Mepivicaine is a local anesthetic of the amide type. Mepivicaine as a reasonably rapid onset and medium duration and is known by the proprietary names as Carbocaine and Polocaine. Mepivicaine is used in local infiltration and regional anesthesia. Systemic absorption of local anesthetics produces effects on the cardiovascular and central nervous systems. At blood concentrations achieved with normal therapeutic doses, changes in cardiac conduction, excitability, refractoriness, contractility, and peripheral vascular resistance are minimal.
Absorbed locally. The rate of systemic absorption of local anesthetics is dependent upon the total dose and concentration of drug administered, the route of administration, the vascularity of the administration site, and the presence or absence of epinephrine in the anesthetic solution.
Rapidly metabolized, with only a small percentage of the anesthetic (5 percent to 10 percent) being excreted unchanged in the urine.

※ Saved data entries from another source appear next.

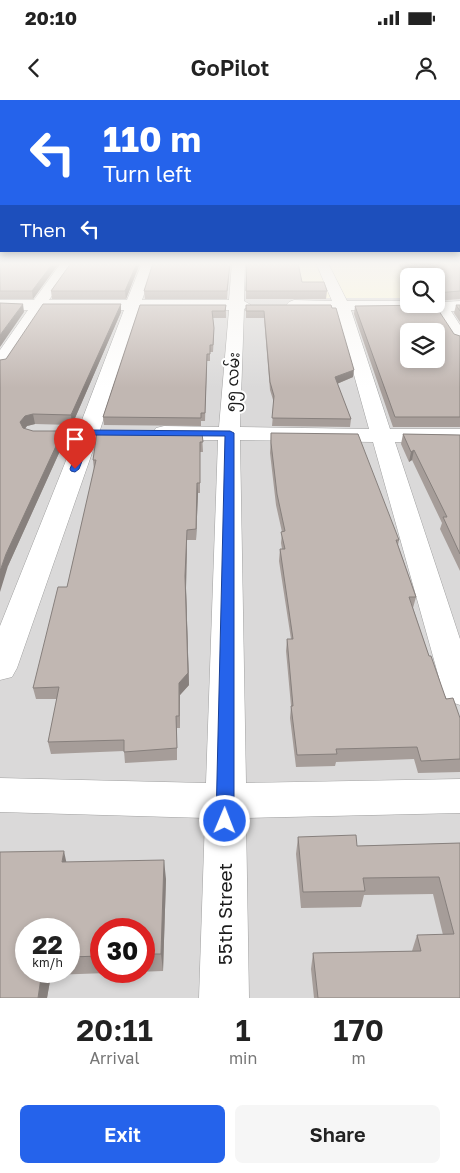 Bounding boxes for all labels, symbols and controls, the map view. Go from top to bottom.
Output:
text: 20:10 [25,6,77,29]
icon: back [20,54,48,82]
text: GoPilot [191,54,269,81]
icon: person [412,54,440,82]
text: 110 m [103,118,201,160]
icon: left [20,120,85,185]
text: Turn left [103,160,192,187]
icon: left [76,215,104,243]
text: Then [20,218,66,241]
map controls [400,268,445,368]
button: search [400,268,445,313]
button: layers [400,323,445,368]
street label: ၅၅ လမ်း [219,351,248,413]
pin [54,418,96,469]
icon: arrive [61,425,89,453]
position arrow [198,794,250,846]
street label: 55th Street [213,863,236,965]
speed limit sign: 30 [90,918,155,983]
text: 22 [32,929,63,960]
text: km/h [32,955,63,970]
text: 20:11 [76,1012,153,1048]
text: 1 [236,1012,251,1048]
text: 170 [333,1012,384,1048]
text: Arrival [89,1048,140,1068]
text: min [229,1048,257,1068]
text: m [352,1048,366,1068]
button: Exit [20,1105,225,1163]
button: Share [235,1105,440,1163] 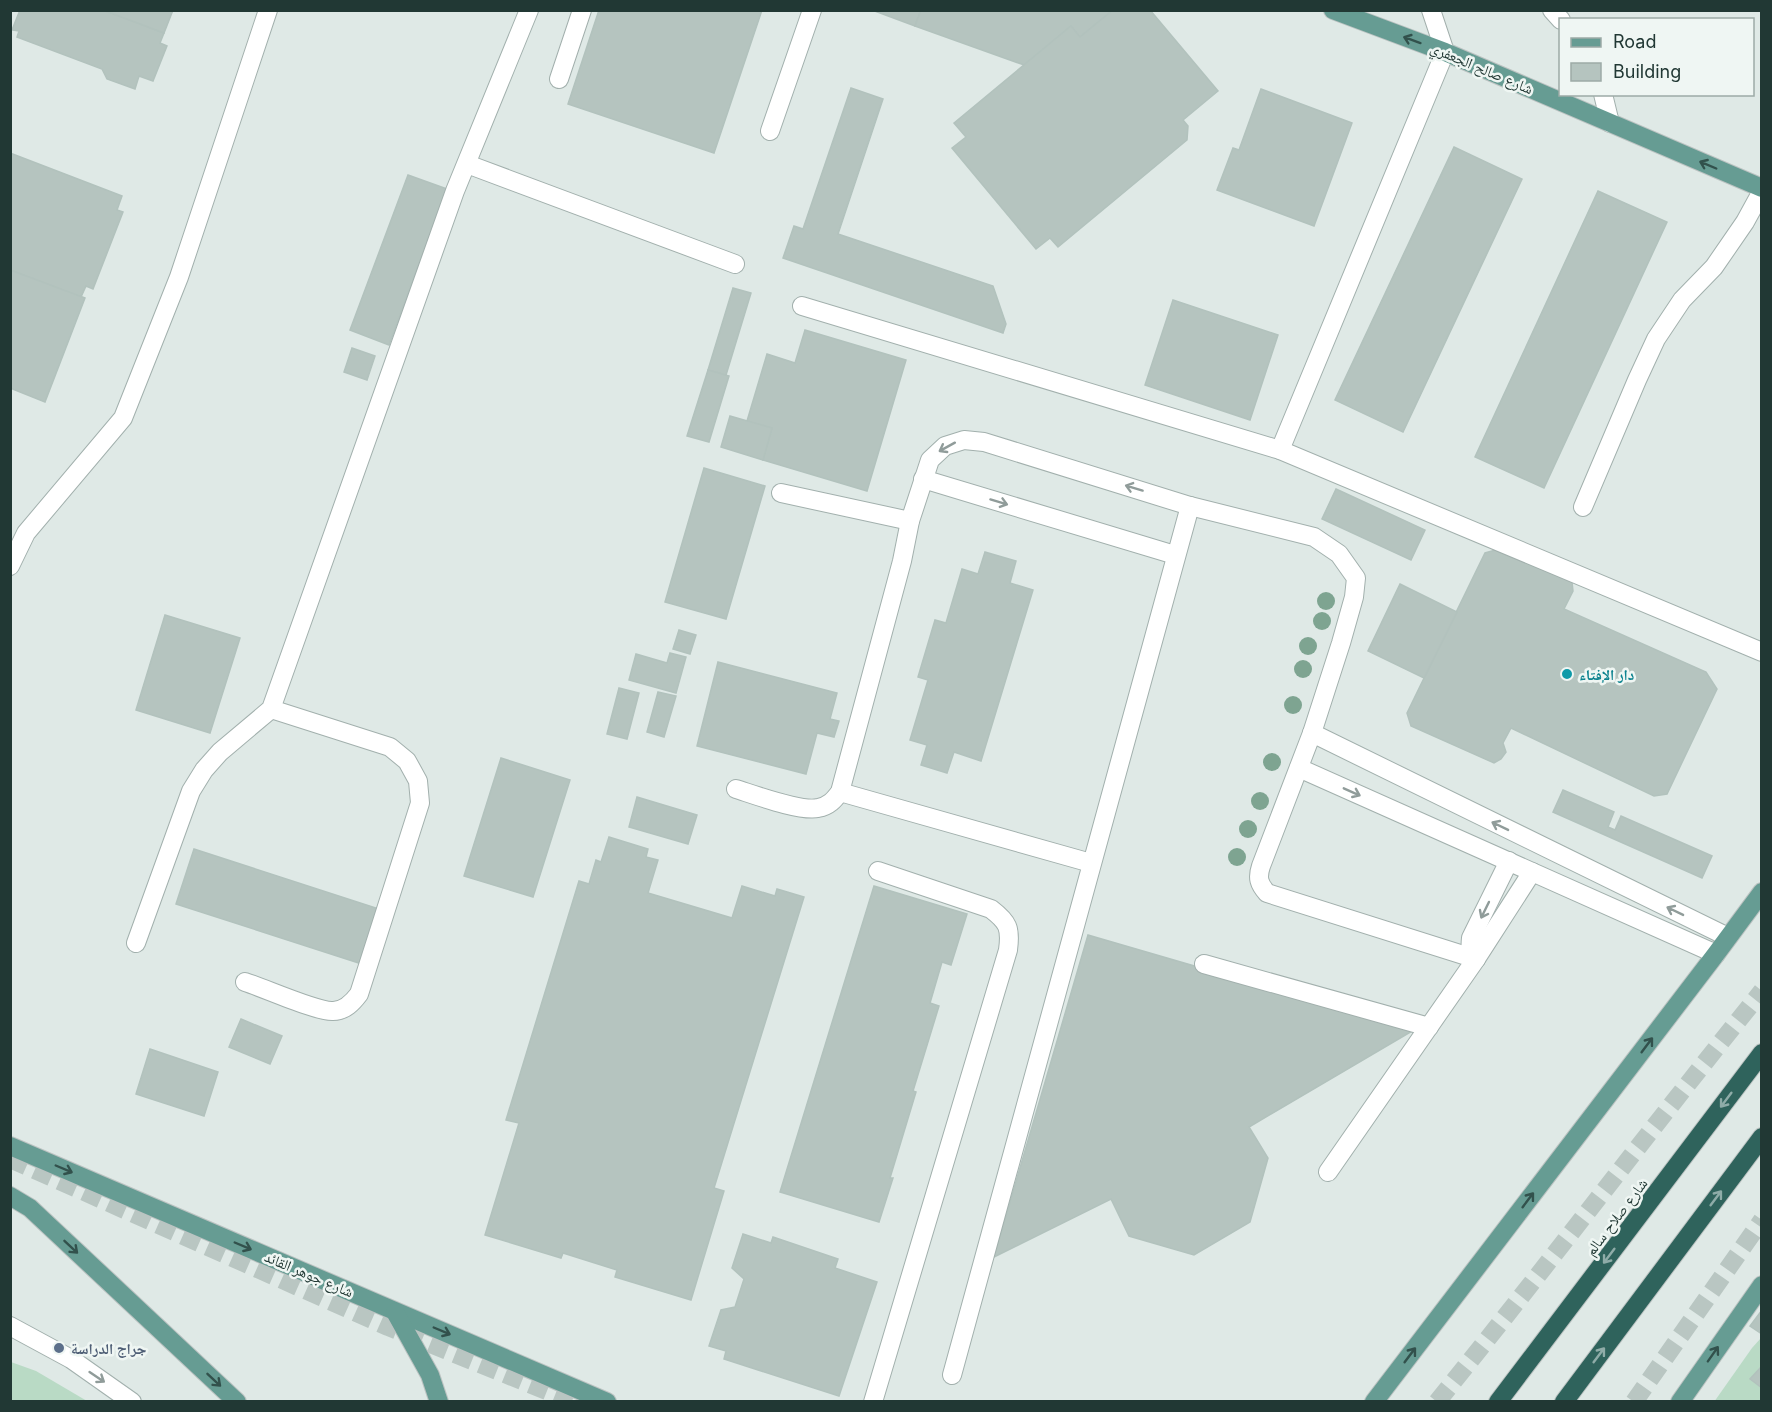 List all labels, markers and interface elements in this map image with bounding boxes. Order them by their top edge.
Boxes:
legend [1559,18,1754,96]
text: Road [1613,31,1656,52]
one-way arrow [1403,33,1422,44]
street label: شارع صالح الجعفري [1427,38,1536,101]
text: Building [1613,61,1681,82]
one-way arrow [1699,159,1717,170]
one-way arrow [939,441,956,453]
one-way arrow [1125,482,1144,493]
one-way arrow [989,497,1008,508]
place label: دار الإفتاء [1579,665,1634,684]
marker: دار الإفتاء [1560,667,1574,681]
one-way arrow [1343,787,1361,798]
one-way arrow [1492,819,1510,831]
one-way arrow [1479,901,1491,919]
one-way arrow [1667,905,1685,917]
one-way arrow [1640,1037,1653,1053]
one-way arrow [1720,1091,1733,1107]
one-way arrow [55,1164,73,1175]
street label: شارع صلاح سالم [1581,1174,1652,1260]
one-way arrow [1710,1191,1722,1207]
one-way arrow [1522,1192,1535,1208]
one-way arrow [64,1240,79,1254]
one-way arrow [234,1241,252,1252]
street label: شارع جوهر القائد [261,1247,356,1302]
one-way arrow [1603,1247,1616,1263]
one-way arrow [432,1326,450,1338]
place label: جراج الدراسة [71,1339,147,1358]
marker: جراج الدراسة [52,1341,66,1355]
one-way arrow [1707,1346,1719,1362]
one-way arrow [1403,1347,1416,1363]
one-way arrow [1593,1347,1606,1363]
one-way arrow [89,1370,106,1383]
one-way arrow [206,1373,221,1387] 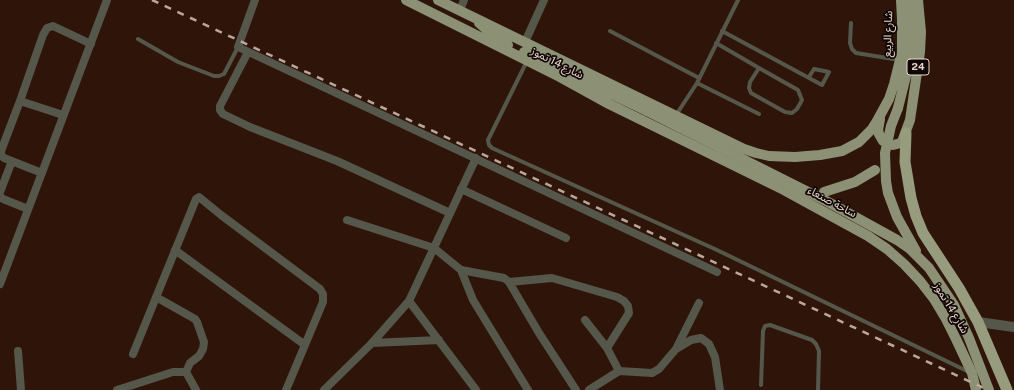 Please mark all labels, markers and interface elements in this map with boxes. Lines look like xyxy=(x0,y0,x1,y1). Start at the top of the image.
street label: شارع الربيع xyxy=(881,11,895,57)
street label: شارع 14 تموز xyxy=(529,44,585,82)
road number: 24 xyxy=(907,59,929,75)
street label: ساحة صنعاء xyxy=(805,184,859,220)
street label: شارع 14 تموز xyxy=(931,280,971,336)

The liver is the principal site of metabolism, with over 50% of the administered dose being excreted into the bile as metabolites.
It is rapidly metabolized, with only a small percentage of the anesthetic (5 percent to 10 percent) being excreted unchanged in the urine.The liver is the principal site of metabolism, with over 50% of the administered dose being excreted into the bile as metabolites.
The half-life of mepivacaine in adults is 1.9 to 3.2 hours and in neonates 8.7 to 9 hours.
The mean seizure dosage of mepivacaine in rhesus monkeys was found to be 18.8 mg/kg with mean arterial plasma concentration of 24.4 µg/mL. The intravenous and subcutaneous LD 50 in mice is 23 mg/kg to 35 mg/kg and 280 mg/kg respectively.